## PROBLEM DETAILS
Could you transcribe all of the data exactly and skip any pictures?

## DATA
+---+
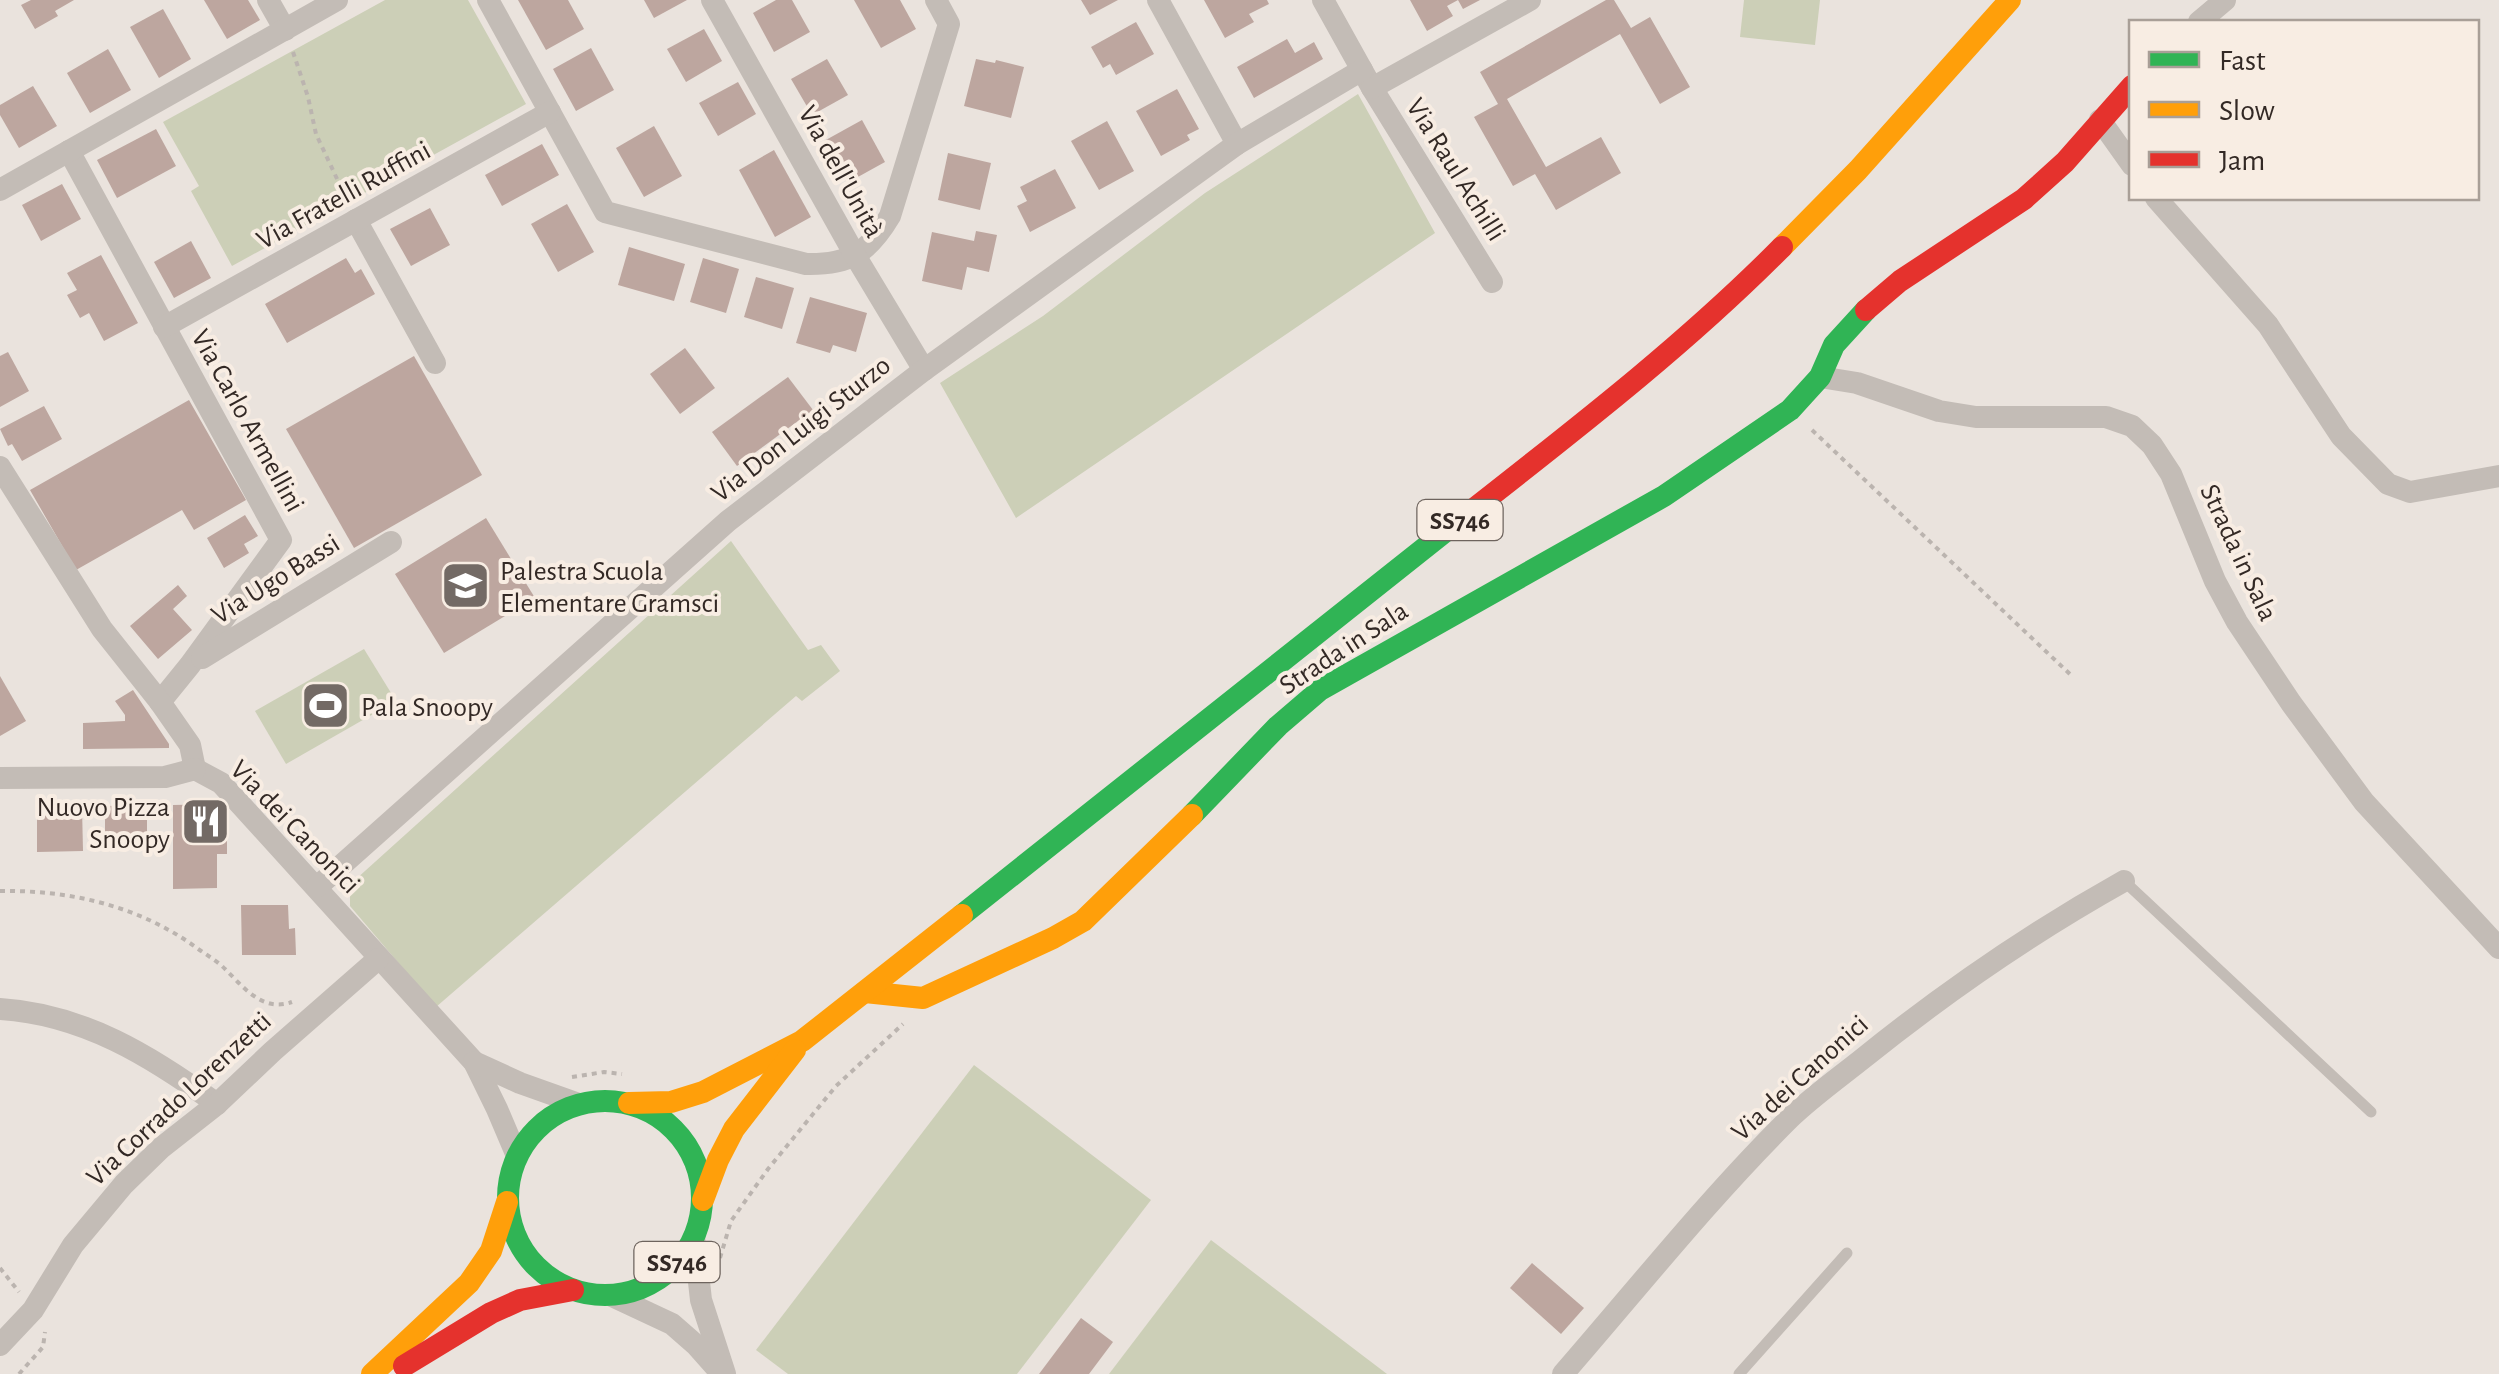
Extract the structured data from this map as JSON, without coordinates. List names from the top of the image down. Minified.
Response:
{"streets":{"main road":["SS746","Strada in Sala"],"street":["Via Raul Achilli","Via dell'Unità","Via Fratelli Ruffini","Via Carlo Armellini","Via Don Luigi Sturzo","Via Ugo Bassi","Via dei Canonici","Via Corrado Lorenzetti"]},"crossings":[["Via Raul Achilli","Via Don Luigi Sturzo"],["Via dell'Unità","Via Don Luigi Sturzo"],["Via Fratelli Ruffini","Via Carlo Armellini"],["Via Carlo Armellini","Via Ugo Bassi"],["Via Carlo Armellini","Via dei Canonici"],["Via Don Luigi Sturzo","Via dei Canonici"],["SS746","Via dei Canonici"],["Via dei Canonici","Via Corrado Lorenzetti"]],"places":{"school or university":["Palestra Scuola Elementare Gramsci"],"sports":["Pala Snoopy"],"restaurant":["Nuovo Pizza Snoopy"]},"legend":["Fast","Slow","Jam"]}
+---+
## ANSWER BOX
Extract the structured data from this map as JSON, without coordinates. List names from the top of the image down. Minified.
Response:
{"streets":{"main road":["SS746","Strada in Sala"],"street":["Via Raul Achilli","Via dell'Unità","Via Fratelli Ruffini","Via Carlo Armellini","Via Don Luigi Sturzo","Via Ugo Bassi","Via dei Canonici","Via Corrado Lorenzetti"]},"crossings":[["Via Raul Achilli","Via Don Luigi Sturzo"],["Via dell'Unità","Via Don Luigi Sturzo"],["Via Fratelli Ruffini","Via Carlo Armellini"],["Via Carlo Armellini","Via Ugo Bassi"],["Via Carlo Armellini","Via dei Canonici"],["Via Don Luigi Sturzo","Via dei Canonici"],["SS746","Via dei Canonici"],["Via dei Canonici","Via Corrado Lorenzetti"]],"places":{"school or university":["Palestra Scuola Elementare Gramsci"],"sports":["Pala Snoopy"],"restaurant":["Nuovo Pizza Snoopy"]},"legend":["Fast","Slow","Jam"]}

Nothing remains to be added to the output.